Vastas llanuras de pastizal abierto del Parque Nacional de Suklaphanta al amanecer, con una manada de ciervos de los pantanos pastando bajo árboles dispersos parecidos a acacias
← Nepal

Parque Nacional de Suklaphanta

"Suklaphanta no se parece en nada al Nepal que todo el mundo tiene en la cabeza, y precisamente por eso me encantó."

Una reserva de pastizales en el extremo occidental que alberga la mayor población mundial de ciervo de los pantanos, llanuras abiertas que se sienten más sabana africana que piedemonte del Himalaya.
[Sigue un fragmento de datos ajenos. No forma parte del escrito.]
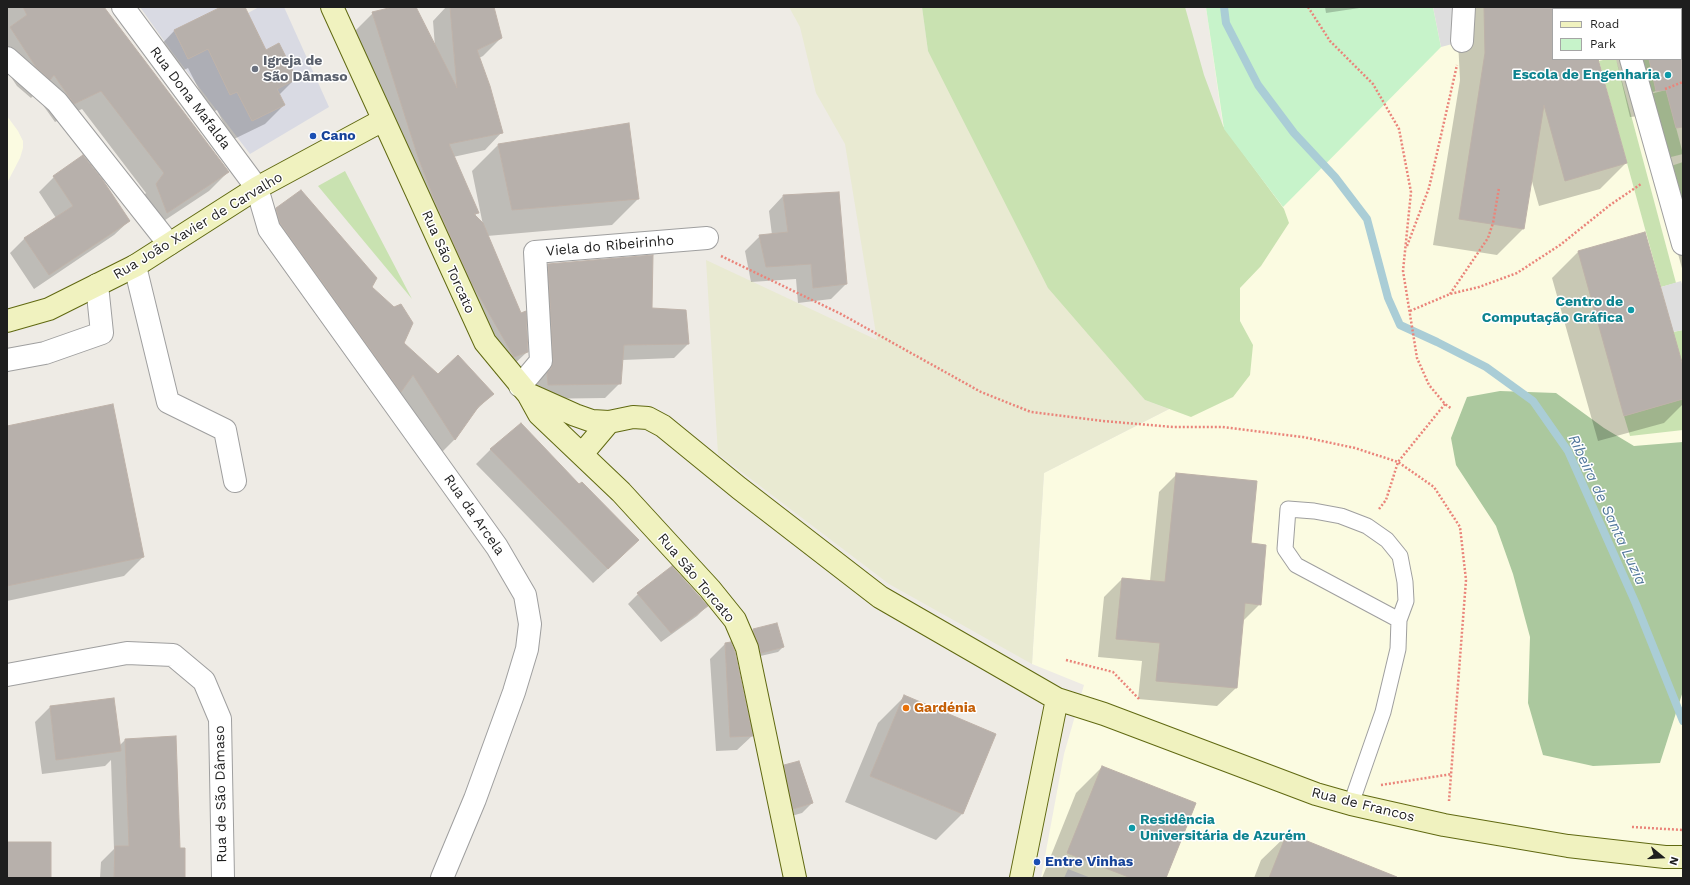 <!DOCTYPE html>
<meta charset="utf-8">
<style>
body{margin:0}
#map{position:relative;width:1690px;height:885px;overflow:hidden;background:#eeebe5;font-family:"Work Sans",sans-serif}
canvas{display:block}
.frame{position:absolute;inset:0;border:8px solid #1e1e1e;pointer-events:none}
.legend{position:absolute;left:1552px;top:8px;width:130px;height:52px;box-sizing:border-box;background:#fff;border:1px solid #a5a5a5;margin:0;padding:5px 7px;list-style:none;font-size:12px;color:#1e1e1e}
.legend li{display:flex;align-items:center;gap:8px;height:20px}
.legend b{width:20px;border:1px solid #a5a5a5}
.north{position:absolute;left:1642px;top:837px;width:40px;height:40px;-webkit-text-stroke:3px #fff;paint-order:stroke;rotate:108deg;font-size:11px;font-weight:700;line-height:16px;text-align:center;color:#1e1e1e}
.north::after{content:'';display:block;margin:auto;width:14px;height:18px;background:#1e1e1e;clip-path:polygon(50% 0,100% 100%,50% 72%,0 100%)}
</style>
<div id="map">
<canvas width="1690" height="885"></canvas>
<div class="frame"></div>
<ul class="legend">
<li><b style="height:5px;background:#f0f2bf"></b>Road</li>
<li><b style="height:11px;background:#c7f3ca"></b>Park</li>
</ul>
<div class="north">N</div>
</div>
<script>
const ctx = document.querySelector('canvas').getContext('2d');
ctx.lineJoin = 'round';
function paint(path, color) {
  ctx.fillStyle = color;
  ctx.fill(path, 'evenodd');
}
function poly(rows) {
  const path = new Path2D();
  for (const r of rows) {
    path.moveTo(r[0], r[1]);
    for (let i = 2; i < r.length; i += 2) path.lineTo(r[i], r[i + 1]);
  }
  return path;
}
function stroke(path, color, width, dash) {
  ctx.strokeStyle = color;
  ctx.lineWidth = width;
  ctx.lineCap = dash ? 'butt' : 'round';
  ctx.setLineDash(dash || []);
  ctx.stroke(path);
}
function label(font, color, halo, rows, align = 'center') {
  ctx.font = font + ' "Work Sans",sans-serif';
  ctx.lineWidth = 3;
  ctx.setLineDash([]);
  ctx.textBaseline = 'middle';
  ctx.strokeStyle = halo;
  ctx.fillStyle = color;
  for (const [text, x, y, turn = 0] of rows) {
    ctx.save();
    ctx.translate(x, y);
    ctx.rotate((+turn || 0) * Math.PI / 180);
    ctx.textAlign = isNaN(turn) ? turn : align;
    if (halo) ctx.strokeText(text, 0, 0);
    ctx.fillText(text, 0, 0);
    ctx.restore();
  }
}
const education = poly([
 [1206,7,1683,7,1683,878,1041,878,1064,754,1084,685,1032,664,1044,473,1181,403,1227,268,1284,209,1223,126],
 [1553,9,1681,9,1681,59,1553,59],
 [7,116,18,131,23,141,23,148,20,158,7,183]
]);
const farmland = poly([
 [789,7,922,7,928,51,1145,400,1169,409,1044,473,1032,664,889,584,718,454,706,260,877,340,845,144,816,93,800,27]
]);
const grass = poly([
 [922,7,1185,7,1204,75,1223,126,1284,209,1289,223,1261,266,1240,288,1240,321,1253,345,1250,375,1233,397,1191,417,1145,400,1048,288,928,51],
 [1607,59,1616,59,1676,283,1661,287,1599,61],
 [1641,59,1649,59,1656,91,1650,93],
 [1666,90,1683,154,1667,158,1650,94],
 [1683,162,1683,209,1671,166],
 [345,171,412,299,318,186],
 [1683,330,1683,366,1673,332],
 [1683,399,1683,430,1630,436,1624,416]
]);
const forest = poly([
 [1500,391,1556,393,1604,428,1634,446,1683,442,1683,691,1660,763,1593,766,1543,755,1528,703,1530,637,1513,574,1496,526,1456,465,1451,438,1467,397]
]);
const park = poly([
 [1206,7,1433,7,1441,47,1283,207,1224,129]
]);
const parking = poly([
 [1433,7,1456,7,1456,43,1441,47],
 [1681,281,1683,287,1683,330,1673,332,1661,287],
 [1068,869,1091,878,1064,878]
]);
const plaza = poly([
 [140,7,221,7,174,31,188,59,208,49,230,95,237,92,252,121,285,105,277,89,279,43,266,50,248,13,259,7,284,7,329,107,250,154,172,52]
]);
const shadow = poly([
 [7,7,103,7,228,172,209,191,147,232,137,204,146,193,82,109,55,122,35,94,31,98,17,86,7,71],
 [223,7,244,7,266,51,295,79,279,95,284,105,265,124,232,140,217,110,211,113,188,68,168,78,155,51,174,31],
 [396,7,414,7,435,47,433,21,446,7,493,7,501,38,483,56,479,58,502,132,485,150,453,157,477,213,475,216,483,225,472,171,498,145,638,199,612,225,487,236,527,352,509,369,496,374,454,300,400,175,355,31,373,13],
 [1325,7,1366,7,1326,13],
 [1453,7,1584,7,1585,9,1553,9,1553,59,1598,59,1626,163,1600,189,1539,206,1531,178,1523,229,1497,255,1433,245,1460,80,1458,40],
 [1640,7,1683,7,1683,272,1640,116,1630,117,1616,59,1681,59,1681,9,1638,9],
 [54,177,129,221,114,235,34,289,10,253,25,238,56,218,39,192],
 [783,196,846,284,831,299,798,303,796,279,751,282,745,251,760,236,772,235,769,211],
 [276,208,370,287,402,343,438,375,493,394,472,414,455,439,438,456,397,395,383,408,263,241,259,226],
 [1644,233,1683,370,1683,404,1664,423,1598,441,1552,278,1578,252],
 [549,265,651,309,688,344,674,358,622,360,620,383,605,398,533,399,533,389,536,384,539,376,534,280],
 [7,427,143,557,124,576,7,601],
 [491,449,623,555,593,583,476,464],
 [1177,474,1260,604,1242,622,1236,688,1217,706,1138,699,1142,661,1098,657,1104,597,1122,579,1150,581,1159,492],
 [672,568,707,606,697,616,661,642,628,604,638,594],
 [753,630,783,647,778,652,756,657,749,635],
 [725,644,752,736,737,750,716,751,710,659],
 [905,696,995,735,962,814,936,840,845,802,878,723],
 [113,699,119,746,125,740,179,849,184,878,100,878,101,862,114,849,111,760,105,766,42,774,35,722,50,707],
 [785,766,812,803,802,813,784,818,775,776],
 [1102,767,1165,878,1042,878,1076,793],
 [1288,834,1383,878,1254,878,1261,860]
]);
const stream = poly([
 [1224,7,1226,23,1258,85,1294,133,1335,177,1367,219,1388,298,1400,325,1437,342,1486,367,1533,401,1568,451,1636,604,1683,721]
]);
const building = poly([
 [23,7,104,7,229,172,167,213,156,184,164,173,101,91,74,104,54,75,50,80,36,67,10,27,27,15,23,7],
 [221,7,245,7,266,50,279,43,297,79,277,89,285,105,252,121,237,92,230,95,208,49,188,59,174,30,221,7],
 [393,7,416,7,457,88,450,7,494,7,502,38,477,50,490,86,503,133,449,144,479,213,474,214,483,223,521,313,526,311,528,352,514,357,471,282,434,199,418,157,372,12,393,7],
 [1484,7,1553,7,1553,59,1598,59,1627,163,1565,181,1544,105,1524,229,1459,219,1485,53,1484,7],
 [1649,59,1683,59,1683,127,1676,128,1666,90,1656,91,1649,59],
 [629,123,639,199,512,210,498,144,629,123],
 [83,155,102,179,130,221,49,275,24,238,73,206,53,176,83,155],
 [301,190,377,278,372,287,394,307,401,304,413,323,404,343,438,374,458,355,494,394,479,406,455,440,413,375,401,392,280,223,276,208,301,190],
 [839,192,847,284,813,288,811,264,766,267,759,235,788,232,783,195,839,192],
 [1645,232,1683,366,1683,399,1624,416,1578,251,1645,232],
 [653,255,652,308,686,310,689,344,624,345,621,384,548,385,547,373,551,369,553,360,548,264,653,255],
 [113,404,144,557,7,586,7,426,113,404],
 [521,423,579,484,582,482,639,540,608,569,490,449,521,423],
 [1176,473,1257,481,1251,543,1266,545,1261,605,1245,603,1237,688,1156,681,1160,643,1116,639,1122,578,1165,582,1176,473],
 [672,566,708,606,671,633,637,593,672,566],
 [777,623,784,647,761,653,753,629,777,623],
 [731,642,735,652,753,736,730,737,725,643,731,642],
 [904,695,996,734,963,814,870,776,904,695],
 [114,698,121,751,56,760,50,706,114,698],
 [176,736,180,848,185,848,185,878,114,878,115,846,129,846,125,739,176,736],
 [799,761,813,803,793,809,784,765,799,761],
 [1102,766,1196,803,1166,878,1131,878,1067,853,1102,766],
 [1287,833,1397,877,1397,878,1269,878,1287,833],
 [7,842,51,842,51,878,7,878,7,842]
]);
const path = poly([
 [1308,7,1330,41,1373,84,1399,129,1411,192,1403,271,1417,358,1429,385,1445,404,1452,409],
 [1593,7,1593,9],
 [1623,9,1623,7],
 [1665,89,1683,82],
 [1407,246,1429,188,1457,65],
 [721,256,841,314,981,392,1031,412,1103,421,1173,427,1222,427,1303,437,1355,448,1398,462,1434,487,1460,527,1466,580,1449,801],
 [1450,294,1488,238,1493,223,1499,188],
 [1410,311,1450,294,1479,287,1517,273,1560,245,1610,205,1641,184],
 [1379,509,1386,500,1398,462,1445,404],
 [1066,660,1113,672,1140,700],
 [1381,785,1452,774],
 [1632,827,1683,830]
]);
const lane = poly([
 [1351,804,1383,712,1398,649,1399,620,1406,601,1405,582,1400,556,1387,540,1367,526,1341,516,1314,511,1288,509,1285,549,1296,565,1399,620]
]);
const street = poly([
 [123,7,257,188,269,229,497,547,525,595,530,624,527,649,514,692,475,799,442,878],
 [1462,41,1464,7],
 [7,58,57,102,169,244],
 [1631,59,1683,244],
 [135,266,168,402,225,430,235,481],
 [7,360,45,353,102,333,97,285],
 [520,386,541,361,535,252,707,238],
 [7,675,127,653,173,655,204,681,220,719,223,878]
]);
const secondary = poly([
 [332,7,485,342,528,394,539,414,621,492,710,589,735,620,747,648,795,878],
 [7,321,49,309,135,266,257,188,383,120],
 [528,394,575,415,592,421,609,422],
 [582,454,609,422,633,417,648,418,663,426,739,488,880,597,1057,699,1104,714,1316,794,1351,804,1444,825,1568,846,1665,857,1683,857],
 [1021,878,1057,699]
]);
const markers = [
 [255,69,4,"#6b7280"],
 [1668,75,4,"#0f9aa8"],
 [313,136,4,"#1a4fb4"],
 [1631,310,4,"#0f9aa8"],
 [906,708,4,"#e8710a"],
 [1132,828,4,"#0f9aa8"],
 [1037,862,4,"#1a4fb4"]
];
const worshipNames = [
 ["Igreja de",263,61],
 ["São Dâmaso",263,77]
];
const cultureNames = [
 ["Escola de Engenharia",1660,75],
 ["Centro de",1623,302],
 ["Computação Gráfica",1623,318],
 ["Residência",1140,820,"left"],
 ["Universitária de Azurém",1140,836,"left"]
];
const streetNames = [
 ["Rua Dona Mafalda",190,98,53],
 ["Rua João Xavier de Carvalho",198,226,-31],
 ["Viela do Ribeirinho",610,246,-5],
 ["Rua São Torcato",448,262,66],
 ["Rua da Arcela",474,515,55],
 ["Rua São Torcato",696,578,50],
 ["Rua de São Dâmaso",221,794,-91],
 ["Rua de Francos",1363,805,14]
];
const transitNames = [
 ["Cano",321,136],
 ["Entre Vinhas",1045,862]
];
const foodNames = [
 ["Gardénia",914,708]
];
const waterNames = [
 ["Ribeira de Santa Luzia",1607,510,65]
];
paint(education, '#fbfbe1');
paint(farmland, '#e9ead2');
paint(grass, '#c9e2b1');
paint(forest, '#abc89e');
paint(park, '#c7f3ca');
paint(parking, '#dedede');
paint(plaza, '#d9dae3');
paint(shadow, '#0003');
stroke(stream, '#aacdd6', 8);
paint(building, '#b7b0ab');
stroke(building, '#beb2a9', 1);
stroke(lane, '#9f9f9f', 17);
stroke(street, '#9f9f9f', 24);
stroke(secondary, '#606911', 24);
stroke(path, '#ea847a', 2.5, [2, 2]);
stroke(lane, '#fff', 15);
stroke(street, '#fff', 22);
stroke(secondary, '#f0f2bf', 22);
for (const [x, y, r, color] of markers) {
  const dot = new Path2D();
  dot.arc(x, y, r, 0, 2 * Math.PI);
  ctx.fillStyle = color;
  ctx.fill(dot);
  stroke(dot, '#fff', 1.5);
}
label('bold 14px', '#5b616d', '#fff', worshipNames, 'left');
label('bold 14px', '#0d838f', '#fff', cultureNames, 'right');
label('14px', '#1e1e1e', '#fff', streetNames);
label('bold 14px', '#164399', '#fff', transitNames, 'left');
label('bold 14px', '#c56008', '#fff', foodNames, 'left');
label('italic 15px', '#52789c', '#fff', waterNames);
</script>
Cuando llegué a Suklaphanta, en el extremo suroccidental de Nepal, cerca de la frontera con la India, ya casi había dejado de esperar sorpresas del paisaje del país. Me equivocaba. El núcleo del parque es una enorme pradera casi sin árboles —llamada localmente phanta— que se abre plana y dorada hasta el horizonte de un modo que recuerda mucho más a una sabana africana que a nada que yo asociara con Nepal antes de llegar.

Los ciervos que superan en número a todos

Suklaphanta alberga la mayor población superviviente del mundo de ciervo de los pantanos, conocido localmente como barasingha, y la escala de las manadas me sorprendió incluso después de que el guía me advirtiera que lo esperara. Desde una torre de observación de madera al amanecer, contamos manadas de cientos de ejemplares moviéndose por la phanta abierta, sus cornamentas atrapando la luz baja de un modo que hacía que toda la pradera pareciera erizarse. Un par de chacales trotaban junto al flanco de la manada todo el tiempo que estuvimos mirando, oportunistas e indiferentes a nuestra presencia.

Una gran manada de ciervos de los pantanos pastando por el pastizal dorado y abierto de Suklaphanta al amanecer

Elefantes, salvajes y de los otros

El parque se encuentra en un corredor usado por elefantes salvajes que se mueven entre Nepal y la India, y nuestro guía señaló excrementos frescos y hierba aplastada dentro de la primera hora de nuestro safari en jeep, evidencia, dijo, de una manada que había pasado por allí apenas unas horas antes que nosotros. No los vimos ese día, algo que él trató como algo completamente normal y no como una decepción; los elefantes salvajes aquí se mueven sobre todo de noche y evitan el mismo terreno abierto que prefieren los ciervos durante el día. Lo que sí vimos, ya avanzada la tarde, fue un sisón bengalí, una de las avutardas más raras del mundo, dando pasos con una deliberación casi cómica que tuvo a nuestro guía más emocionado que con cualquier otra cosa en todo el día.

Un vehículo de safari aparcado en un camino de tierra mientras un raro sisón bengalí camina entre la hierba alta de Suklaphanta

Un parque que todavía busca a sus visitantes

Los alojamientos de Suklaphanta son básicos y su número de visitantes es una fracción del de Chitwan o incluso del de Bardia, lo que significó que nuestra tarde en el límite del parque transcurriera casi enteramente con el personal del parque en lugar de con otros viajeros: compartiendo dal bhat, escuchando historias sobre un tigre que se había adentrado en un pueblo cercano el invierno anterior, y acostándonos temprano al son de algo grande moviéndose entre la hierba, justo al otro lado de la valla.

Cuándo ir: De noviembre a marzo para las temperaturas más frescas y la mejor visibilidad de fauna, una vez que se ha cortado la alta hierba del monzón. El parque cierra a los visitantes durante la temporada de monzón, de junio a septiembre, cuando gran parte del pastizal se inunda.